Provide nothing except how many lines of the data contain the word "Format".
= = = = =
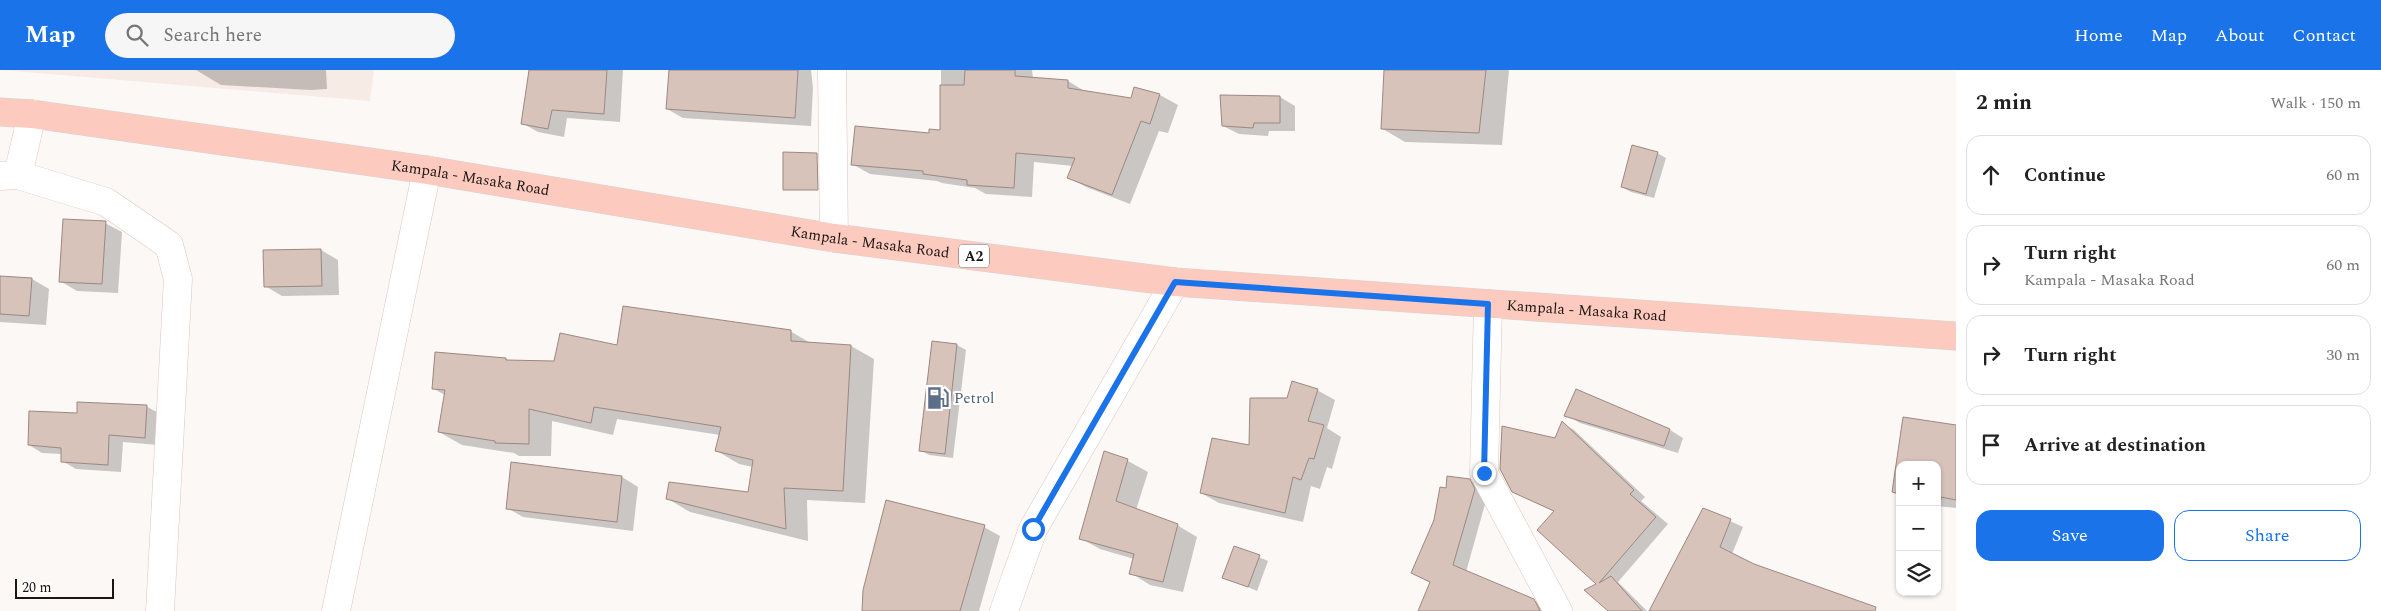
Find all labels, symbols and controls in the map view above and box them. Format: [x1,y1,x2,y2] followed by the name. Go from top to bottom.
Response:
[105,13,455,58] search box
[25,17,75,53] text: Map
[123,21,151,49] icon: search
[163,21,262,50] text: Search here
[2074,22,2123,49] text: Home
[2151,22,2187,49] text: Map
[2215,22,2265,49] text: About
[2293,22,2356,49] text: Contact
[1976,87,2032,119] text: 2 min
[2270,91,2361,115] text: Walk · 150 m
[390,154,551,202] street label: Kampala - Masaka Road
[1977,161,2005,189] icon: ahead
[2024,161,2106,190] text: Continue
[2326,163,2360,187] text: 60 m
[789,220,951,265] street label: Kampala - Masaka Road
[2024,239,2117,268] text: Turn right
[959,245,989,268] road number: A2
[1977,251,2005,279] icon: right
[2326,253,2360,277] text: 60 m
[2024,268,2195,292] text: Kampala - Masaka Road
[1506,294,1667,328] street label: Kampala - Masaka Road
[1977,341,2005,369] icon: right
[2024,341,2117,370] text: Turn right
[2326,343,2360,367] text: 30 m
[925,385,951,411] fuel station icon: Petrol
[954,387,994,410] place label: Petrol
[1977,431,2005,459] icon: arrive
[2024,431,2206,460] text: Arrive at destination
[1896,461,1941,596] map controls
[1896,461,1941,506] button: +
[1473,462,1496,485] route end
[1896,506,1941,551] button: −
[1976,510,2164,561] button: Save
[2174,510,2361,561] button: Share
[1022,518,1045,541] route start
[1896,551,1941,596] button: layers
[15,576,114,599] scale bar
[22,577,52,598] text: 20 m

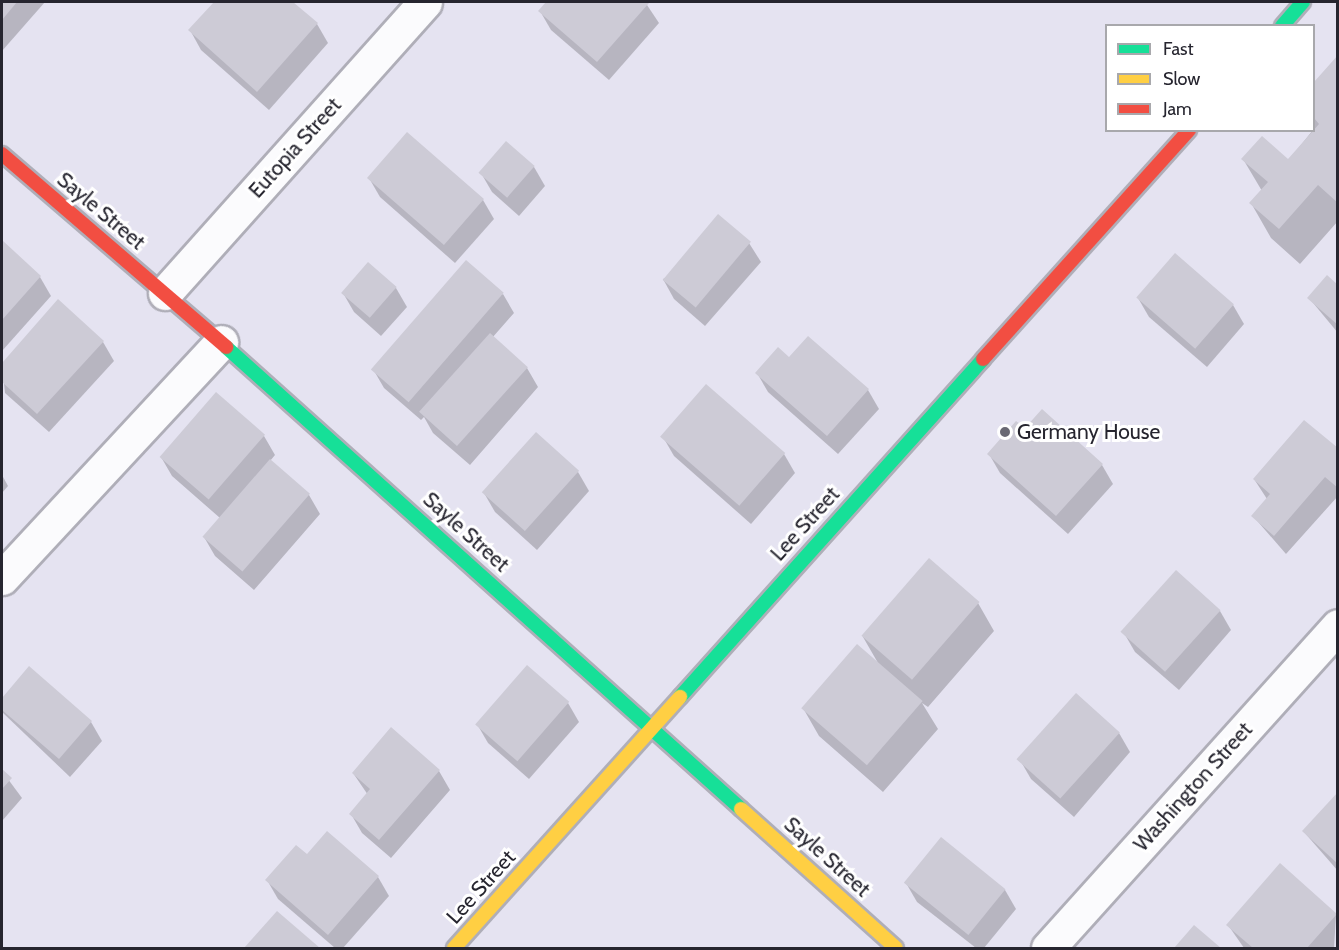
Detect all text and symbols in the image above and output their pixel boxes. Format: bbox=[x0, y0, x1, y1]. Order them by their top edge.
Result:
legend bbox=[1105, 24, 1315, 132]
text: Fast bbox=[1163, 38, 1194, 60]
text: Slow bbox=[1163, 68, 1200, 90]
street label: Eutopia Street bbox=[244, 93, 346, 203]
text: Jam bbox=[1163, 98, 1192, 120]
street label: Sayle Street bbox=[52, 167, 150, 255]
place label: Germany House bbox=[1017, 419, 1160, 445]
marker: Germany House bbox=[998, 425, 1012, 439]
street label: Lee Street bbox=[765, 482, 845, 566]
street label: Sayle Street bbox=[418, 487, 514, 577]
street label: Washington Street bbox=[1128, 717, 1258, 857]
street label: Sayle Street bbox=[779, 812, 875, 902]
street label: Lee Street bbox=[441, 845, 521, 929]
= = = = =
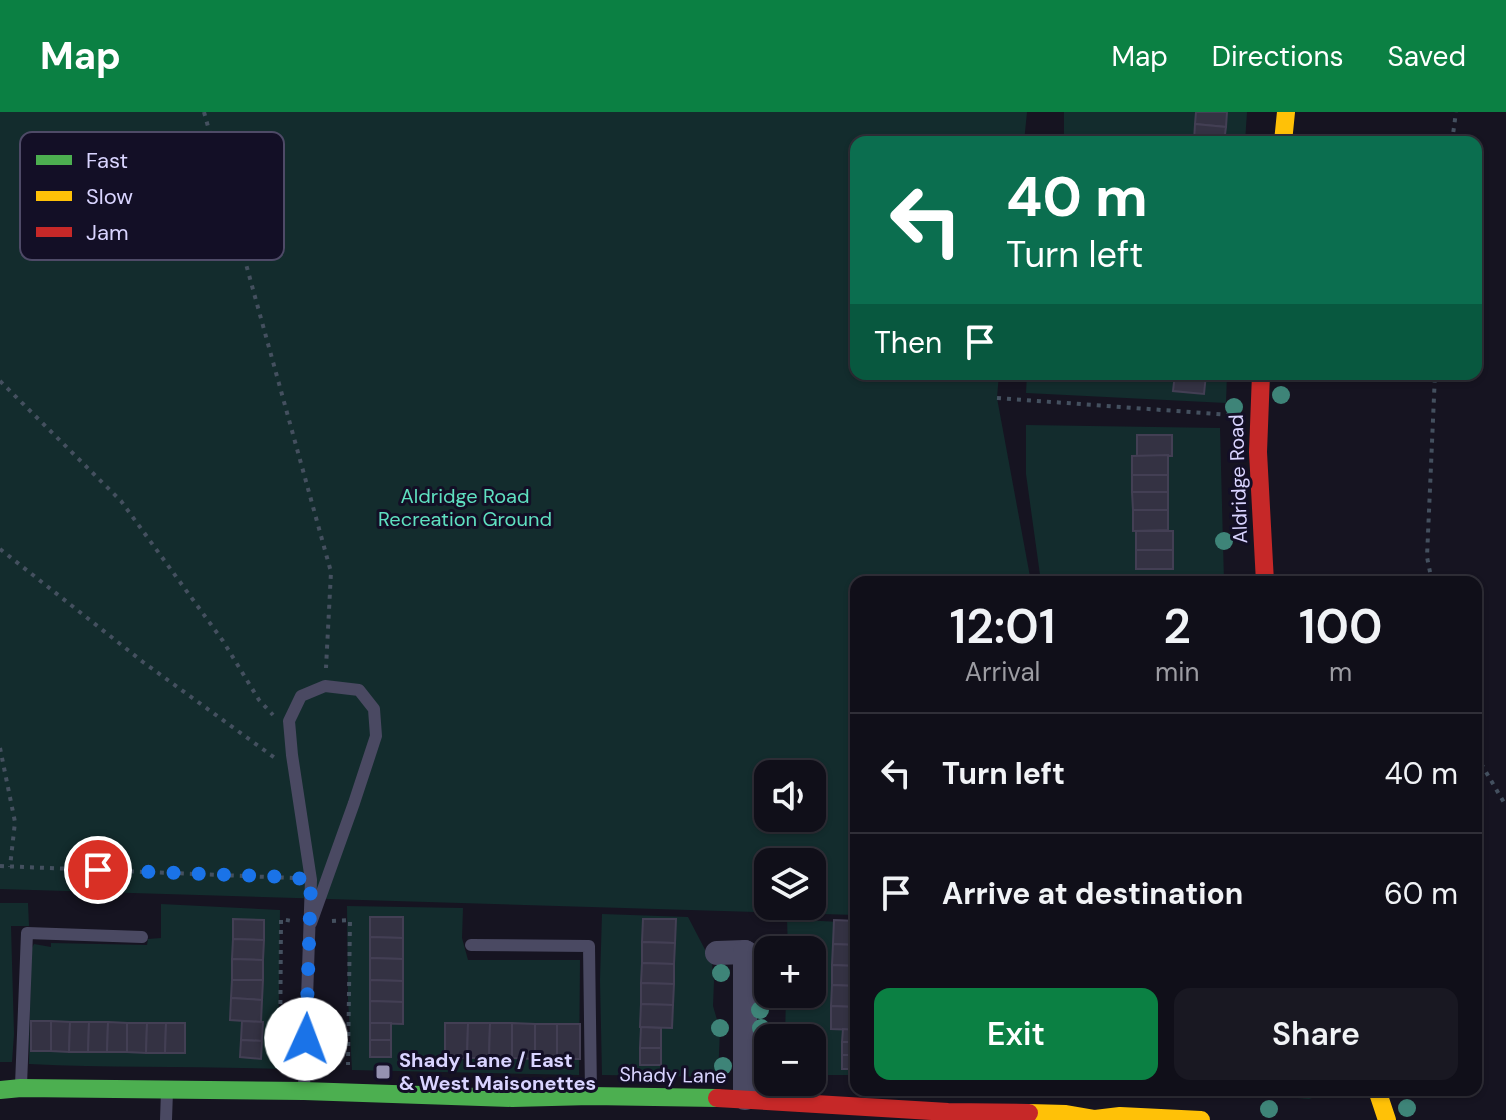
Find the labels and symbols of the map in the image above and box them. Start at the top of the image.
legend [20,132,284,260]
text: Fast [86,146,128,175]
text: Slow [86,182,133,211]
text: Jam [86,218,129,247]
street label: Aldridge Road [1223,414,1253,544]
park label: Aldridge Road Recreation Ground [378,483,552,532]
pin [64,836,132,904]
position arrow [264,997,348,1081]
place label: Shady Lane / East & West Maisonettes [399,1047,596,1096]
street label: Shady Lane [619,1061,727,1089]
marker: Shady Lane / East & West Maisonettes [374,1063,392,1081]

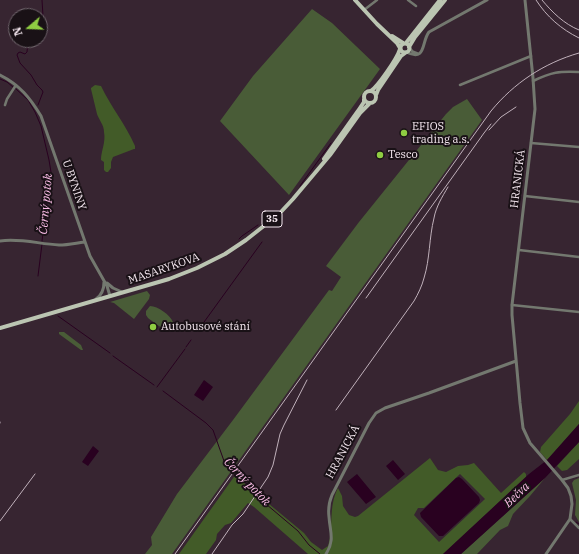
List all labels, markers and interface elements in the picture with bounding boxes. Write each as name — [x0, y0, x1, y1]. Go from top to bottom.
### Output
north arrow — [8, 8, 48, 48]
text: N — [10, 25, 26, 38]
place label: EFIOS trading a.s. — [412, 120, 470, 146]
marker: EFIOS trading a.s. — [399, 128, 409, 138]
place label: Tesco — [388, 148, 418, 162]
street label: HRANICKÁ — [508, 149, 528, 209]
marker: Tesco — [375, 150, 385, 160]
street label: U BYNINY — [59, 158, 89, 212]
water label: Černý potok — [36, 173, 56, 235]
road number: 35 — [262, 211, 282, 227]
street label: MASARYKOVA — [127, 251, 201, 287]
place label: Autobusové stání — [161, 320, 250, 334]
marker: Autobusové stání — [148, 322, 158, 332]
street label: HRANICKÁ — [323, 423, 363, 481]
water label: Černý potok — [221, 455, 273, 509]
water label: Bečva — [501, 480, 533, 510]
= = = = =
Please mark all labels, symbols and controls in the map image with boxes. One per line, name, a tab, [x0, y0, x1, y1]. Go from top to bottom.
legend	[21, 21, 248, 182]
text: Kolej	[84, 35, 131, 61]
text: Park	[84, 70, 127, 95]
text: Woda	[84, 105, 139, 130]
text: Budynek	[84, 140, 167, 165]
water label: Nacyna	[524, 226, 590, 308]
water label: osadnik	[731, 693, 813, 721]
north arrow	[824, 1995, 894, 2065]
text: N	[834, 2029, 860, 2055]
= = = = =
Output —
2